Simple Offline Pipeline with Regex

mode: offline
log_level: DEBUG

# datahandler required in offline (generic example)
datahandler:
  input_path: data/input/example.jsonl
  output_path: data/output/masked.jsonl

entity_detectors:
  - type: regex
    min_confidence: 0.5
    priority:
      EMAIL: 0
      PHONE: 0

overlap_resolver:
  iou_threshold: 0.0  # considers any overlap as a conflict

masker:
  method: ENTITY_TAG

metric_store:
  enabled: true
  output_dir: veil_runs/local
  save_config_json: true

Best Practices

  • Define priority only for the types you are interested in prioritizing; undefined ones take a high (worse) priority.

  • Use hierarchy_position to express global confidence per detector, and priority for granularity by type.

  • Adjust iou_threshold if you see almost identical spans that should be merged or coexist.

  • In GLINER, increase threshold if there are too many false positives; decrease if recall is lacking.

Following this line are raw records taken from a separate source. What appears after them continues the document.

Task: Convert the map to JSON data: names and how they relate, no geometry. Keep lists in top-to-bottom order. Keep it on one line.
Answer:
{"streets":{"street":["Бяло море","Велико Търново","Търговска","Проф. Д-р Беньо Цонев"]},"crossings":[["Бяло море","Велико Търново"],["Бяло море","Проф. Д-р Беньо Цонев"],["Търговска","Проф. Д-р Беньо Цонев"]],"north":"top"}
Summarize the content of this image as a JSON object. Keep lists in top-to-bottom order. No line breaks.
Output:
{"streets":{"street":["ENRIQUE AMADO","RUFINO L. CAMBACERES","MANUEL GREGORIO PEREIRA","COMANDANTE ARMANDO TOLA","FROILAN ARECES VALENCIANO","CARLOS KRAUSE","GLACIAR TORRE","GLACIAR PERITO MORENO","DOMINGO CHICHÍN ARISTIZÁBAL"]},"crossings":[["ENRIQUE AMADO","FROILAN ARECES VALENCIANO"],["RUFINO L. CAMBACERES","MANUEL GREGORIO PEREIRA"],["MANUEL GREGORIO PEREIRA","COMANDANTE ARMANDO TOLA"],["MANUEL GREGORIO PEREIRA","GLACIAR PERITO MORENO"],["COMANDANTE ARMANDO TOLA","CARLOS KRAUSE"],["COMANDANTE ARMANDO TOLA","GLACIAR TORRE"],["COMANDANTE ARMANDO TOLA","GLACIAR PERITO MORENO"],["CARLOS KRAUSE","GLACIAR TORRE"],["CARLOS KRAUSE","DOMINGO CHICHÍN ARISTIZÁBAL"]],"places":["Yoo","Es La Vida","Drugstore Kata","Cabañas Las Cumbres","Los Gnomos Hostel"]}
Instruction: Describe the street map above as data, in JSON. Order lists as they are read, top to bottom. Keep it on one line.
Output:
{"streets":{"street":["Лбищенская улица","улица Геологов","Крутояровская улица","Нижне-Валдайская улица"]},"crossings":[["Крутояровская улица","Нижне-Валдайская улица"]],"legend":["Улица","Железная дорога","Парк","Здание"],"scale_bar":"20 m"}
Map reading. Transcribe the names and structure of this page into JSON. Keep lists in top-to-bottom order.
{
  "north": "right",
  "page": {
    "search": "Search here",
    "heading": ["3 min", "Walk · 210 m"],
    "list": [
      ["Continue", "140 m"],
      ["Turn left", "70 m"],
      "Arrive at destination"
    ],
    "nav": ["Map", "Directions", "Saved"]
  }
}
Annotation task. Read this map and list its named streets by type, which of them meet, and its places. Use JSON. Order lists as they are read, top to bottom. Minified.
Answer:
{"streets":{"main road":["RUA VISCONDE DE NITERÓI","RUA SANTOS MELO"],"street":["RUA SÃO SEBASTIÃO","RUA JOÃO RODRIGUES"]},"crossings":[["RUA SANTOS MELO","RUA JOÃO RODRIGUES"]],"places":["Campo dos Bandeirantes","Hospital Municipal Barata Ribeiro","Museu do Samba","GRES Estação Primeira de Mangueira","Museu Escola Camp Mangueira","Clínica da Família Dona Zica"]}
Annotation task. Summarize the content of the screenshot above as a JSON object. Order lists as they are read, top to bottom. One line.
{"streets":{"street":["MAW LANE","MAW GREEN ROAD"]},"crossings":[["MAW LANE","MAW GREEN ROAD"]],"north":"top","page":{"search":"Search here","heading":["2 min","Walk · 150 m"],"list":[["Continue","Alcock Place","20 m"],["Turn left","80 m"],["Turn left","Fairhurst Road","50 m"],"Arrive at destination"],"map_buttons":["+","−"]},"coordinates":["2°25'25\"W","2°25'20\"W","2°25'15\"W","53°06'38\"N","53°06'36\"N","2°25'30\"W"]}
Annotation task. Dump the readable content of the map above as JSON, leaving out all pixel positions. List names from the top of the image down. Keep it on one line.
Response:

  • Activate metric_store and, if you have ground_truth, the evaluator to iterate with real data.

Common Errors

  • Unknown type in a polymorphic block: check the list of supported types and capitalization.

  • Forgetting api_server in mode: online: one will be created by default, but it is advisable to adjust it for production.

  • In mode: offline, datahandler is missing: it is mandatory.